[Opening DATASET RECORDS section]

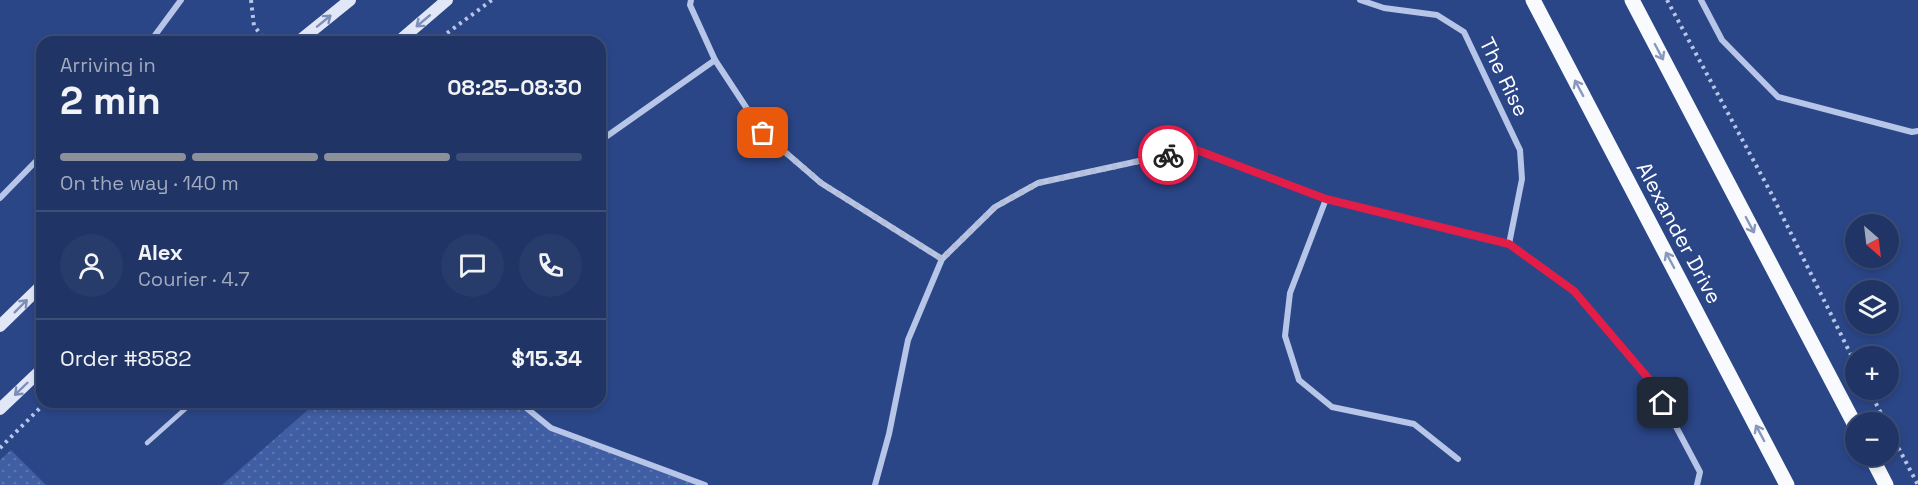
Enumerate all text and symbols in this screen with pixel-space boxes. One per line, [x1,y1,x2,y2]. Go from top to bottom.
one-way arrow [316,14,331,28]
one-way arrow [416,14,431,28]
street label: The Rise [1474,33,1535,121]
one-way arrow [1653,43,1665,60]
text: Arriving in [60,52,156,78]
text: 08:25–08:30 [447,73,582,101]
text: 2 min [60,76,161,125]
one-way arrow [1573,79,1584,97]
pin [737,107,788,158]
icon: bag [746,116,779,149]
courier [1138,125,1198,185]
icon: bike [1152,139,1185,172]
street label: Alexander Drive [1631,157,1728,308]
text: On the way · 140 m [60,170,239,196]
north arrow [1845,214,1899,268]
map controls [1845,214,1899,466]
one-way arrow [1744,215,1756,233]
button: person [60,234,123,297]
button: chat [441,234,504,297]
button: phone [519,234,582,297]
text: Alex [138,238,183,266]
one-way arrow [1664,252,1675,270]
text: Courier · 4.7 [138,266,249,292]
button: layers [1845,280,1899,334]
one-way arrow [14,298,28,313]
text: Order #8582 [60,344,191,372]
text: $15.34 [512,344,582,372]
button: + [1845,346,1899,400]
pin [1637,377,1688,428]
one-way arrow [14,382,29,396]
icon: home [1646,386,1679,419]
button: − [1845,412,1899,466]
one-way arrow [1754,425,1766,442]

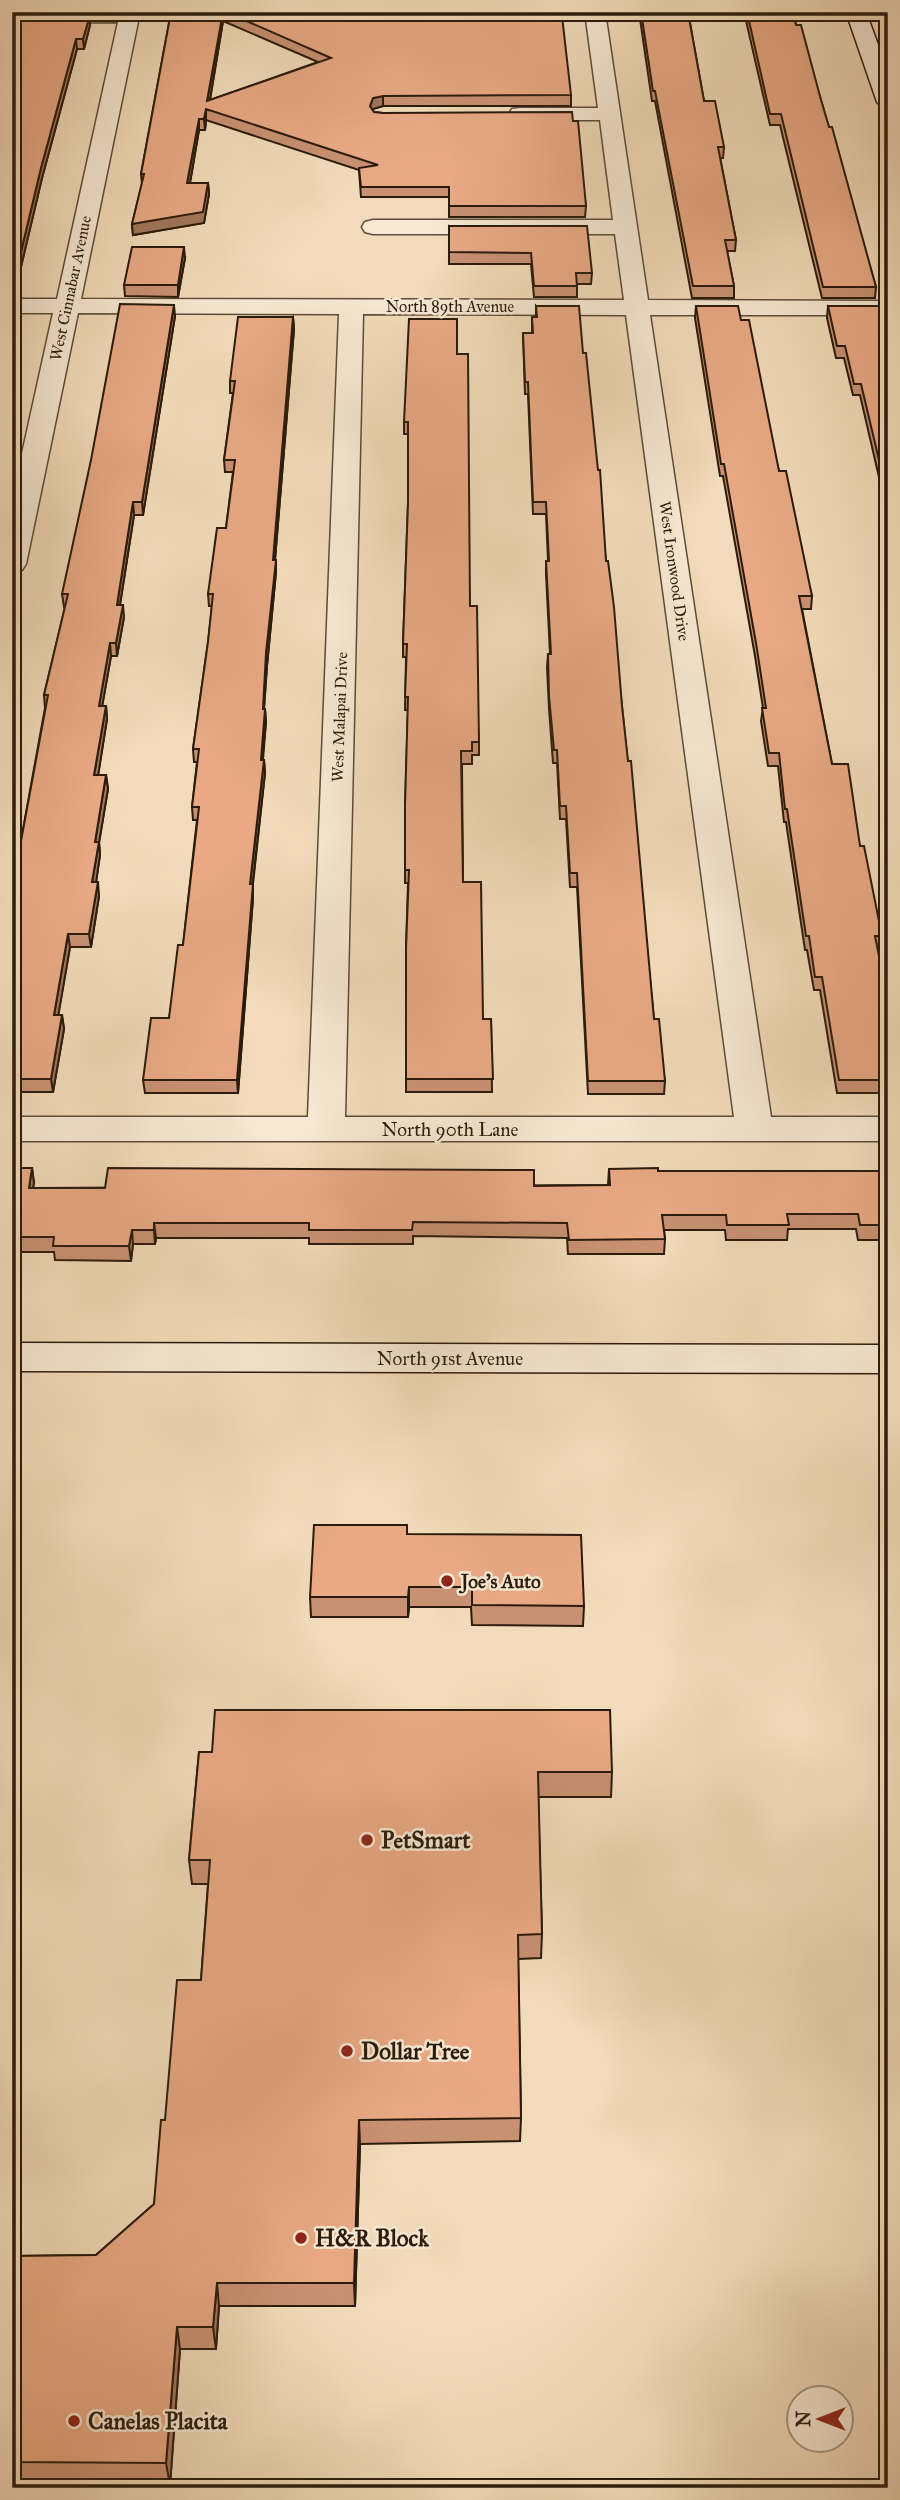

[Closing DATASET RECORDS section]

Take from the listing above each line containing "icon".

icon: bag [746,116,779,149]
icon: bike [1152,139,1185,172]
icon: home [1646,386,1679,419]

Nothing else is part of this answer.